1) It’s cheaper. Crewing means that we will either: a) pay enough per day to cover our share of food and diesel (which we’d pay anyway if we had our own boat), b) get free passage in return for helping sail these boats, or c) maybe eventually get paid a little bit. Plus, once we crew our way west, we just might find a better deal on a used blue-water-capable boat in Thailand or Bali than in the U.S.
2) It’s safer. We aren’t experienced blue-water cruisers … yet. Sure, we’re both capable sailors and fast learners. But neither of us have sailed long passages, anchored near coral reef, or navigated complicated shipping channels. The best way to get up to speed and become experts on sailing in tropical waters or offshore is to learn the ropes first-hand from experienced captains.

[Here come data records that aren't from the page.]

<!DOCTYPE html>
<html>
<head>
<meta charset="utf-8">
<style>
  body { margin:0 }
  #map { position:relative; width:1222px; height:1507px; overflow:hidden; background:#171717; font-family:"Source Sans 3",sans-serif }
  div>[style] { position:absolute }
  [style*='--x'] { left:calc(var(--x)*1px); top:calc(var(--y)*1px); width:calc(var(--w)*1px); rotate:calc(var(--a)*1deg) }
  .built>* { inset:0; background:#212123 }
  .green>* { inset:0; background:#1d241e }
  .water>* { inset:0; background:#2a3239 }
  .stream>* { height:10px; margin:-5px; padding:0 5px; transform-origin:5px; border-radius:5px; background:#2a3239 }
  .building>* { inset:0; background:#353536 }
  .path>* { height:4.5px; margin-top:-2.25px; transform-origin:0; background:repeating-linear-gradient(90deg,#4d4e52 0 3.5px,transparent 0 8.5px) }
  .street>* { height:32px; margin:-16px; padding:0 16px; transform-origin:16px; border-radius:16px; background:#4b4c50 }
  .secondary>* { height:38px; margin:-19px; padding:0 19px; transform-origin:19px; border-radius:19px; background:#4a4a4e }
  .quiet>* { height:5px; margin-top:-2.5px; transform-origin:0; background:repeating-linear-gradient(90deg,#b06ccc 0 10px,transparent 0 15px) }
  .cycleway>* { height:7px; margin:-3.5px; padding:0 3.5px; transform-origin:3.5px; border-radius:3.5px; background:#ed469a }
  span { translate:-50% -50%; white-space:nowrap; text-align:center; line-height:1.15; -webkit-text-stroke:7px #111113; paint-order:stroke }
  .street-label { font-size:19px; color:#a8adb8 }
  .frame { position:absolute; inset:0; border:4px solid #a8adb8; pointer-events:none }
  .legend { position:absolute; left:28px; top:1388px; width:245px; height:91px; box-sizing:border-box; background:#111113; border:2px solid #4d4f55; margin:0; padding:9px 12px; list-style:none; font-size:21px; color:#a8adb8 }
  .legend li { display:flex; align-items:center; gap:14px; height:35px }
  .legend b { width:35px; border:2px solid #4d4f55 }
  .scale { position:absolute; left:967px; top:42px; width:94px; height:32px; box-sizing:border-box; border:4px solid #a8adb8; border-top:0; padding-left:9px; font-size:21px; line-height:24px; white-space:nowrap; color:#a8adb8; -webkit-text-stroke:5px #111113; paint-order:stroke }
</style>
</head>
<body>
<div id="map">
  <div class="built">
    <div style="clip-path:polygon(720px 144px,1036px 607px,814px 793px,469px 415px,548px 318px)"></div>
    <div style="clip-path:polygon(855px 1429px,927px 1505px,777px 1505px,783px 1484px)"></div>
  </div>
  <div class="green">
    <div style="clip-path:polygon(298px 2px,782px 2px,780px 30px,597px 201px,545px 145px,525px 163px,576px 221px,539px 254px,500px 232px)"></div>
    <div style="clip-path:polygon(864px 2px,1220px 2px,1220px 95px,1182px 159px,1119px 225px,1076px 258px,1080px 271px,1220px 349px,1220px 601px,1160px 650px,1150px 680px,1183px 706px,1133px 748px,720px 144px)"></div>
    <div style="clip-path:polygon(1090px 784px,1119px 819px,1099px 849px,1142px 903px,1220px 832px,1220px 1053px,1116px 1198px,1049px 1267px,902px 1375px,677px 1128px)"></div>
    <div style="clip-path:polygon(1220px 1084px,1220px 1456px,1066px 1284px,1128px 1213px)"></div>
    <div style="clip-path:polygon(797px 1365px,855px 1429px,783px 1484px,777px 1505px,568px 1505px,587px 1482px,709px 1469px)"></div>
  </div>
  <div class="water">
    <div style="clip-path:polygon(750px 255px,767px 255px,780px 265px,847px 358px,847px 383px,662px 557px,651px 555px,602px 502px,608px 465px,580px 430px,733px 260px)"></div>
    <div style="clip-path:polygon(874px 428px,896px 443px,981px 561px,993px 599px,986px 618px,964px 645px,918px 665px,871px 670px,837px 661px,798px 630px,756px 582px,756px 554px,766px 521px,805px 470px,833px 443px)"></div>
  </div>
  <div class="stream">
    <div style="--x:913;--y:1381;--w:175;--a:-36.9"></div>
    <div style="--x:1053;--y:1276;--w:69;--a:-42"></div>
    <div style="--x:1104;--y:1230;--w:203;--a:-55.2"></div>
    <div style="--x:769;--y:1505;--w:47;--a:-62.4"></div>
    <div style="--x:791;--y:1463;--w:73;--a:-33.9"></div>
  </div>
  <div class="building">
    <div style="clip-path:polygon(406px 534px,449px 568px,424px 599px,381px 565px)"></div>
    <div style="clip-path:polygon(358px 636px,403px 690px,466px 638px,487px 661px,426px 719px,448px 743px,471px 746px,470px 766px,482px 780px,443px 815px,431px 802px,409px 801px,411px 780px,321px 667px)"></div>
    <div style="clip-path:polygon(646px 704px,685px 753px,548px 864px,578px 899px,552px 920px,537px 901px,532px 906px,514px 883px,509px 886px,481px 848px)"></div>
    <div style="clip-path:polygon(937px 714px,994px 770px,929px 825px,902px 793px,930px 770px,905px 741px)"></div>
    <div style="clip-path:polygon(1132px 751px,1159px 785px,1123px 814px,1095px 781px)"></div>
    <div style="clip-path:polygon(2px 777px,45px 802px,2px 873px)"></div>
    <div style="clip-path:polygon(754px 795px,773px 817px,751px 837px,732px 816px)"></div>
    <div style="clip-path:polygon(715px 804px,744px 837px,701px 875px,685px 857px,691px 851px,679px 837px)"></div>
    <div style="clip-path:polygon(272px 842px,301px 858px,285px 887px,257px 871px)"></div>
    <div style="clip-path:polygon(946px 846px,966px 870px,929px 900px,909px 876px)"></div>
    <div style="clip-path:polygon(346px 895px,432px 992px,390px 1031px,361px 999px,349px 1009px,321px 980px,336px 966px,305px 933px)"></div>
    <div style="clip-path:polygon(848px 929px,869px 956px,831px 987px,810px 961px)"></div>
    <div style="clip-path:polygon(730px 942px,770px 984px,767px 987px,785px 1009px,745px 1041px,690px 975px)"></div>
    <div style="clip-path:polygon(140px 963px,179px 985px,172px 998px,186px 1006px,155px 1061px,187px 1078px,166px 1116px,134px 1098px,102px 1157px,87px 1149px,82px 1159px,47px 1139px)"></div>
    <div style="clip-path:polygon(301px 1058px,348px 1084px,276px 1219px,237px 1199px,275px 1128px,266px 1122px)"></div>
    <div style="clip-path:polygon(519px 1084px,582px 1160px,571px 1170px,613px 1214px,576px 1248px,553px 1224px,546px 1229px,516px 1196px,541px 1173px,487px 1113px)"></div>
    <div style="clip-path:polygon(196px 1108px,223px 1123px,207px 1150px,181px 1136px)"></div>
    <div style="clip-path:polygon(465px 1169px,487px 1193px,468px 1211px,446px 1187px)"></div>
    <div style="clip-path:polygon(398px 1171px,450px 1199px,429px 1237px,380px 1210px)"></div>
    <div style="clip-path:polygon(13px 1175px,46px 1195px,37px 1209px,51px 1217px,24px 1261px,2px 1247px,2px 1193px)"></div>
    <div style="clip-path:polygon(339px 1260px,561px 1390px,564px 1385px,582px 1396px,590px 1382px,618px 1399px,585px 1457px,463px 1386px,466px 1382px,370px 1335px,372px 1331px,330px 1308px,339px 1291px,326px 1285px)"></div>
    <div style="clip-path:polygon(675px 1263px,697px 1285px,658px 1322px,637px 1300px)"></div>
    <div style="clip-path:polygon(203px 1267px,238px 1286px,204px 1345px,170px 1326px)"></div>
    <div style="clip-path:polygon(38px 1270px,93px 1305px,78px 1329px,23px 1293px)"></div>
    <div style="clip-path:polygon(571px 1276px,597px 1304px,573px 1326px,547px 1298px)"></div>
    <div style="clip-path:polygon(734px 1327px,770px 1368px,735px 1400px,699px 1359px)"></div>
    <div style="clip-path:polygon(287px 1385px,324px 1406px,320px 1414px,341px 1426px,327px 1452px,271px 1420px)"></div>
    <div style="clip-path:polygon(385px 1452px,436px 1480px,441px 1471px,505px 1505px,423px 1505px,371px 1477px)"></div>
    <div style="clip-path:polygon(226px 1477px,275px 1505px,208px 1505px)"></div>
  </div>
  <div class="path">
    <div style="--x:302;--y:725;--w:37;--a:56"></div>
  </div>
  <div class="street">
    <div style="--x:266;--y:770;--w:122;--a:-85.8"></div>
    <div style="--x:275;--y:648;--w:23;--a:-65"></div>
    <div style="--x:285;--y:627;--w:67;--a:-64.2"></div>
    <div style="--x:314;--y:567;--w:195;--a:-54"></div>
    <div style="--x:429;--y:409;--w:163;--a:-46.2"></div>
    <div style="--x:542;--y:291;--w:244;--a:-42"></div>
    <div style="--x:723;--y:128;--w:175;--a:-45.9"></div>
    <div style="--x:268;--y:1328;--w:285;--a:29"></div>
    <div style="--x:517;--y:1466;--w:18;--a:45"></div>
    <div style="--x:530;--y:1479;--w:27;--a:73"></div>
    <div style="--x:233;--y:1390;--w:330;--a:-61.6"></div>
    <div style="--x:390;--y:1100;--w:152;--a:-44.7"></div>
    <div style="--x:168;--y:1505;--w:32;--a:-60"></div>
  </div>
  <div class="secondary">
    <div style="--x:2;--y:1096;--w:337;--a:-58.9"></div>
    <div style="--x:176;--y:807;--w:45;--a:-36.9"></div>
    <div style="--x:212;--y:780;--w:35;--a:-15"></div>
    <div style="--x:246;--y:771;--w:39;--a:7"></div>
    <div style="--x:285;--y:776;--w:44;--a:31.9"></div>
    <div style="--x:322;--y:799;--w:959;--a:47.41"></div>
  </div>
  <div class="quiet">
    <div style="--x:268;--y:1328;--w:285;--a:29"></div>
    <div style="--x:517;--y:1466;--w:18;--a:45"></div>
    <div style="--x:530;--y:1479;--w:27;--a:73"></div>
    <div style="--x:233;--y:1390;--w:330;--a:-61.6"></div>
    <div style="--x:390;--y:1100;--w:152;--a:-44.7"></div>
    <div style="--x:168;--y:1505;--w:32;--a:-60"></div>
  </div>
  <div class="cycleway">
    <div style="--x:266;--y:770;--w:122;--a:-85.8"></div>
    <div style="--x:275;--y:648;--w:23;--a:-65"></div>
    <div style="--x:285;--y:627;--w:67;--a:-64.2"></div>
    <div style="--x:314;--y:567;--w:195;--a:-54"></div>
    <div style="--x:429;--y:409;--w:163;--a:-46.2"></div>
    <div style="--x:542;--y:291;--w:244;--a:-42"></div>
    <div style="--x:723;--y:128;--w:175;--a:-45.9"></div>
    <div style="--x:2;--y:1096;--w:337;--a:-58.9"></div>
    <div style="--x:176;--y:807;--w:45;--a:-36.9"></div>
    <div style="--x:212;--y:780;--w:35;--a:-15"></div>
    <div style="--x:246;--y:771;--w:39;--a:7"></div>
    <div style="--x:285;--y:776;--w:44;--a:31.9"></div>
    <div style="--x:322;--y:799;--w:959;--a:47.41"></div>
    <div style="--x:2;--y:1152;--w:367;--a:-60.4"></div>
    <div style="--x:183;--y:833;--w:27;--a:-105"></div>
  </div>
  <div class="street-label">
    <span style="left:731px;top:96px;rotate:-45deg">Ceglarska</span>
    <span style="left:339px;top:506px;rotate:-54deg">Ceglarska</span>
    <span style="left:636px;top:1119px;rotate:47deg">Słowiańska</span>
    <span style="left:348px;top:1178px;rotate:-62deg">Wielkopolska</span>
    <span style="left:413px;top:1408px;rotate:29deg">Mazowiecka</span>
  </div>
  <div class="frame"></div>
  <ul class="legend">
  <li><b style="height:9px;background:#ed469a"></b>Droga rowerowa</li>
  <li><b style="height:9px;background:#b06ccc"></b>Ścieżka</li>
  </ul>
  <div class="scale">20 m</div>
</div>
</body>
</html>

3) It’s smarter. As our neighbor said when we explained the rationale for crewing the other night, “It’s basically like being engaged to make sure you want to get married.” Exactly. Why spend thousands of dollars on our own sailboat without making sure we really, really like being at sea for months on end first? Plus, this way we can test drive lots of sailboats to see what type fits us best. Basically, we’re planning to date boats for the next year or so.
4) It’s easier. Leaving our home, jobs and family for years is tough enough to prepare for. If we had to find a boat, outfit it, and learn all its ins and outs on top of that … well, let’s just say we’d be on the 10-year plan instead of the 2-year plan. Plus, getting our own boat means we’d have to sail across the largest ocean on the planet straight away, which seems like an overwhelming task to plan and execute right now. This way, we can get out of dodge faster and with a LOT less stuff to cart around the globe.
5) It’s an adventure. We like leaving room for flexibility in our travel schedule, both for meeting new people and for seizing opportunities as they arise. Neither of us are wedded to a set agenda, and crewing will give us the chance to let fate determine where we end up.
We’re still hoping to buy our own (used) boat one day. Meanwhile, we plan to enjoy the heck out of other people’s spiffy sailboats as we hop, skip and skim around the South Pacific.